§ **Work instructions**:
Each line below that contains "BOUCHARD" should be counted; give the total alone.

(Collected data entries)
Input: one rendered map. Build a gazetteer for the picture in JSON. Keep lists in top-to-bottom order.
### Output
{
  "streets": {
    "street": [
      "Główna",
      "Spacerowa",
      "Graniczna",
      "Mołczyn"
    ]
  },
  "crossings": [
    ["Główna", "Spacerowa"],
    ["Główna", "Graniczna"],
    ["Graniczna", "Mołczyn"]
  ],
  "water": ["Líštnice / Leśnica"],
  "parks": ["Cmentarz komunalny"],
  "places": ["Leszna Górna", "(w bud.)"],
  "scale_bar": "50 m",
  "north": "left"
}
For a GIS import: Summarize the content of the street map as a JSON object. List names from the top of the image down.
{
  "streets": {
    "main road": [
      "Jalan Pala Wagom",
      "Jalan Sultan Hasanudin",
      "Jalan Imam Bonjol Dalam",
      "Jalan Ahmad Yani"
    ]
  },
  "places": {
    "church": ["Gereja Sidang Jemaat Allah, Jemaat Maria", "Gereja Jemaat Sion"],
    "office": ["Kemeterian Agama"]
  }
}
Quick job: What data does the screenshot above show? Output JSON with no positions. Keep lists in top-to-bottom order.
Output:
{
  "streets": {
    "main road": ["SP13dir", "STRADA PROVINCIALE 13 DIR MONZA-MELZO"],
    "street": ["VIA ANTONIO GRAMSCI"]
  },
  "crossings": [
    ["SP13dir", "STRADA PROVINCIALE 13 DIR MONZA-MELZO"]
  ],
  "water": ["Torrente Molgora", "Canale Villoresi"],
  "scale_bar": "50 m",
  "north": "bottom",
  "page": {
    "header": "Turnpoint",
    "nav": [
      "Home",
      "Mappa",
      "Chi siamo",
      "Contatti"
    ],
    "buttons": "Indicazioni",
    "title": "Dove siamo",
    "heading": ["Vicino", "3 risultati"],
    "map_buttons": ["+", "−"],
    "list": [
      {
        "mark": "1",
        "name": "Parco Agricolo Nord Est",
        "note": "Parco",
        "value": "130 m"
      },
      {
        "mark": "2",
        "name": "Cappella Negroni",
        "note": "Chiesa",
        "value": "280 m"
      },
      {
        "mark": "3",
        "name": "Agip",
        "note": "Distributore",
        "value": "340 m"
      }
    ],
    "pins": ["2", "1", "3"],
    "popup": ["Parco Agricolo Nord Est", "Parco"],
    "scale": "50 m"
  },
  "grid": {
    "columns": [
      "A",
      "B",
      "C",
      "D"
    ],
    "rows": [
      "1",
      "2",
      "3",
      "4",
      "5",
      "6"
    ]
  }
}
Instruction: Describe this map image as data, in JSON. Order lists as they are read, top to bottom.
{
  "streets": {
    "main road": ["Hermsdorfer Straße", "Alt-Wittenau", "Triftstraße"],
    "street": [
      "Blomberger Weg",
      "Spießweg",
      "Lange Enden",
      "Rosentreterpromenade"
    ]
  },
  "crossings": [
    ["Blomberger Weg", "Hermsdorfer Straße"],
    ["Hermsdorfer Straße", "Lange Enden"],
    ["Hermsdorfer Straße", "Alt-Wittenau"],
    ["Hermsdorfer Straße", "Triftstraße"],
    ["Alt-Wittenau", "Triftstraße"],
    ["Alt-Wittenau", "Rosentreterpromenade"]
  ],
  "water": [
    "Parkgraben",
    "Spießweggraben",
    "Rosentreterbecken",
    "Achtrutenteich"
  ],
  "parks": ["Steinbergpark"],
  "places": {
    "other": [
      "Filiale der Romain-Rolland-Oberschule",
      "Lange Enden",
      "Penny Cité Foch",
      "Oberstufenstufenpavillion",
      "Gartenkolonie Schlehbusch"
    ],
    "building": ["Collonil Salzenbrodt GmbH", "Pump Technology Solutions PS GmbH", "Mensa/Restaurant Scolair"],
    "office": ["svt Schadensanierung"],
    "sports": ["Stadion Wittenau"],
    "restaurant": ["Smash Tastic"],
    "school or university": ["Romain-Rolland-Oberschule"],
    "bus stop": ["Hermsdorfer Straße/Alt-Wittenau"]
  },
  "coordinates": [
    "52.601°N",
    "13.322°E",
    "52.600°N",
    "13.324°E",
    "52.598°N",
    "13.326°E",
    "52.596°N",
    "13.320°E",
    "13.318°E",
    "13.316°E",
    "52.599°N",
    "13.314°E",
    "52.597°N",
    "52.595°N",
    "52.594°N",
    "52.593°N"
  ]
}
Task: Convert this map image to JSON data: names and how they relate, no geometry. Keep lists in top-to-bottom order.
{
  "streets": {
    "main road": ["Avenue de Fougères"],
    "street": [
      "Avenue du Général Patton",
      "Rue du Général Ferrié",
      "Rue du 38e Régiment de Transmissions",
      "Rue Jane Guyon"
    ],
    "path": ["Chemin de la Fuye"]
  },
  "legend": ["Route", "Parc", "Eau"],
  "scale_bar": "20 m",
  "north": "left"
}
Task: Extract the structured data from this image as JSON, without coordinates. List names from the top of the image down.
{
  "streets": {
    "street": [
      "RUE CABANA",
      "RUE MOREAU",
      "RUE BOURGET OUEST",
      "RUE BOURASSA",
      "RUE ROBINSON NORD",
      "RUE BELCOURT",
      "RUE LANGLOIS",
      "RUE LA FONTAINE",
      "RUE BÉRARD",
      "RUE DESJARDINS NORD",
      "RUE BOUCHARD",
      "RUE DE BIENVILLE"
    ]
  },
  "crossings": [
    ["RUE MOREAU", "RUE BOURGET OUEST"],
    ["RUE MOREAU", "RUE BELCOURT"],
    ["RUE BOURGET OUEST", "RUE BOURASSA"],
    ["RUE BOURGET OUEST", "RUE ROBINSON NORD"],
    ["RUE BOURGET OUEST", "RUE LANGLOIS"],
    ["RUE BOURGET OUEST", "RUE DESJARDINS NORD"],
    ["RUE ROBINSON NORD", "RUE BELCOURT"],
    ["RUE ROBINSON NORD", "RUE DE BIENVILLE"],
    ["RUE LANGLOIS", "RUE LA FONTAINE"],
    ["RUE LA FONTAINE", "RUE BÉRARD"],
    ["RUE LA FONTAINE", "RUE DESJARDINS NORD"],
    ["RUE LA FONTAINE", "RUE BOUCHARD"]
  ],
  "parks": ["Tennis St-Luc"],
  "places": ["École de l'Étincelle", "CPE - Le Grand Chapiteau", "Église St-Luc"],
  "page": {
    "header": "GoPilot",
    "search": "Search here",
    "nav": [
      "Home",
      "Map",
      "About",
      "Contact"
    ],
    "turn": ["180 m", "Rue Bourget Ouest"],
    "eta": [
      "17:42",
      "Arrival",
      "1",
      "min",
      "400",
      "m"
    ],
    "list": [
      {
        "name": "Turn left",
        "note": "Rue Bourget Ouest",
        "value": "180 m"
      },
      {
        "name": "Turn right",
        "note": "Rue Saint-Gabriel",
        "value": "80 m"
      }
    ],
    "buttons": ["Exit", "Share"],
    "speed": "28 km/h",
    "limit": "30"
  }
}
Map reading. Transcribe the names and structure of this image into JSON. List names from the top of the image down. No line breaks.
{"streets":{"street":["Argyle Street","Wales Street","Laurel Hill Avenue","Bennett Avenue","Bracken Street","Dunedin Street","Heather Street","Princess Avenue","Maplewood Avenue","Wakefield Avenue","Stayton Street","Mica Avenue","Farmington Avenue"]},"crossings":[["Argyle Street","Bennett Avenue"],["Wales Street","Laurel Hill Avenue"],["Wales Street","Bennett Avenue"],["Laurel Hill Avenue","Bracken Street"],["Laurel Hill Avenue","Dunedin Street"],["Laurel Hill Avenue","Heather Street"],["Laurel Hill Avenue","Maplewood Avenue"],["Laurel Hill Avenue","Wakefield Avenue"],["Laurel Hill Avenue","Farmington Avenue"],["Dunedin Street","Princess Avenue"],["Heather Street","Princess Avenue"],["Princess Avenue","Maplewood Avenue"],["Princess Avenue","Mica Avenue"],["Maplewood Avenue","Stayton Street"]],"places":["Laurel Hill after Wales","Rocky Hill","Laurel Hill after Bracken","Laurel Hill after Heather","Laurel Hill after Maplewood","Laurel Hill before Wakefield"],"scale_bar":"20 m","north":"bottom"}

§ **Task output**:
2